At 09:39 PM 9/17/04 -0700, you wrote:
List forgive me, its been two months since I had
anything good to confess ...
I finally had some time to spend at a couple of scrap places I like, and it
was both good and bad.
First place is a huge nationwide scrap company with offices in three or
four states, GoldenWest, and in the past a place where I have seen a lot of
decent old iron. Its the place I posted to the list a few months ago that
had the batch tape drives and HP minis. They now have a full time ebay guy
That may be a GOOD thing. I;ve found that E-bay means that they'll
usually hold the stuff ionstead of scrapping it immedaitely. I've also
found that the E-bay guys don't usually bother with the old stuff since
they don't know what it is so there's a good chance you can buy it from
them. The E-bay'ers also don't usually don't want to fool with the big iron
so again there's a good chance you can get it for little of nothing.

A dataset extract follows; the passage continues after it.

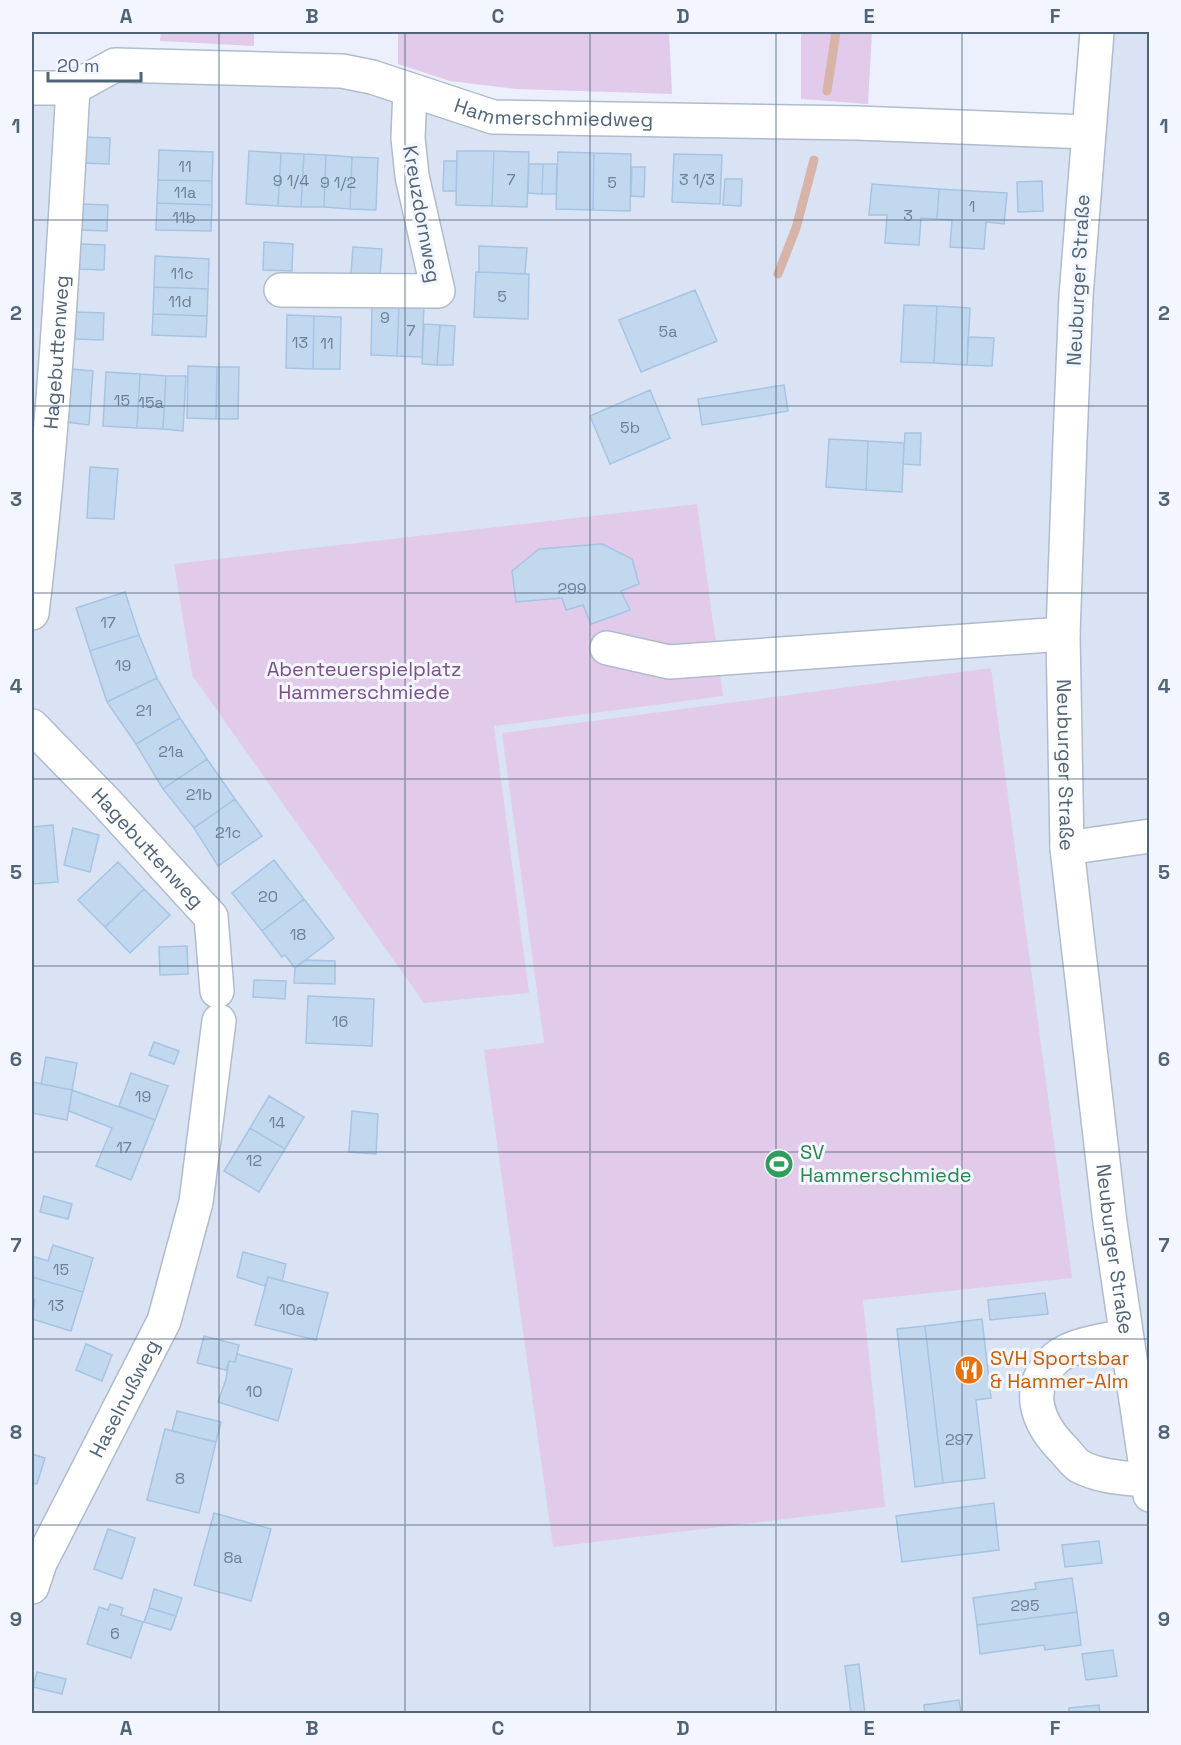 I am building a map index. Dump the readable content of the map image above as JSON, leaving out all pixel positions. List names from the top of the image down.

and it looks like the stream of older stuff now goes
straight to scrap
without public access.
That's an issue that you'll have to work on. I'm allowed into several
places that don't normally allow outsiders in. I'm allowed in because (1)
I never steal anythiing (2) I don't tear things up to get one small part
(3) I don't make a mess. Any one of those will get you kicked out in the
blink of an eye.
Joe
Second place is much smaller, couple industrial units that are packed to
the top with pallets, taken out and spread all around outside every morning
to sort, and packed back in each night. This one was good for a couple
hours of head down in the bins time, but not much in the "classic" 10+
years old category except for a couple old mac bits (some 9 pin localtalk
adapters, a mac plus numeric keyboard, and some odd bits like big 5 pin
original PC to ps/2 keyboard adapters and extension cables). There were
about 5 gaylords (pallet sized cardboard boxes) of misc circuit boards, and
4,000 small punctures to my fingers later I had a nice pile of video,
network, scsi, and ide cards. Nothing fancy, but a couple nice PCI video
cards for older macs, typical Adaptec 2940, ata66 and ata133 cards, and
quite interesting a handfull of Ati 10/100bt combo fiber cards with various
fiber connections.
I do have a question about one card I saw, but unfortunately missed. A
Nubus card that was full length, but populated sparsely with nothing but 14
to 20 pin dips, Apple branded (sorry didn't write down the number, actually
sorrier I didn't just grab it while it was on top of the heap) and labeled
Bus Master or mastering maybe.
OK, not too exciting or classic, but like I said its been a nasty dry spell.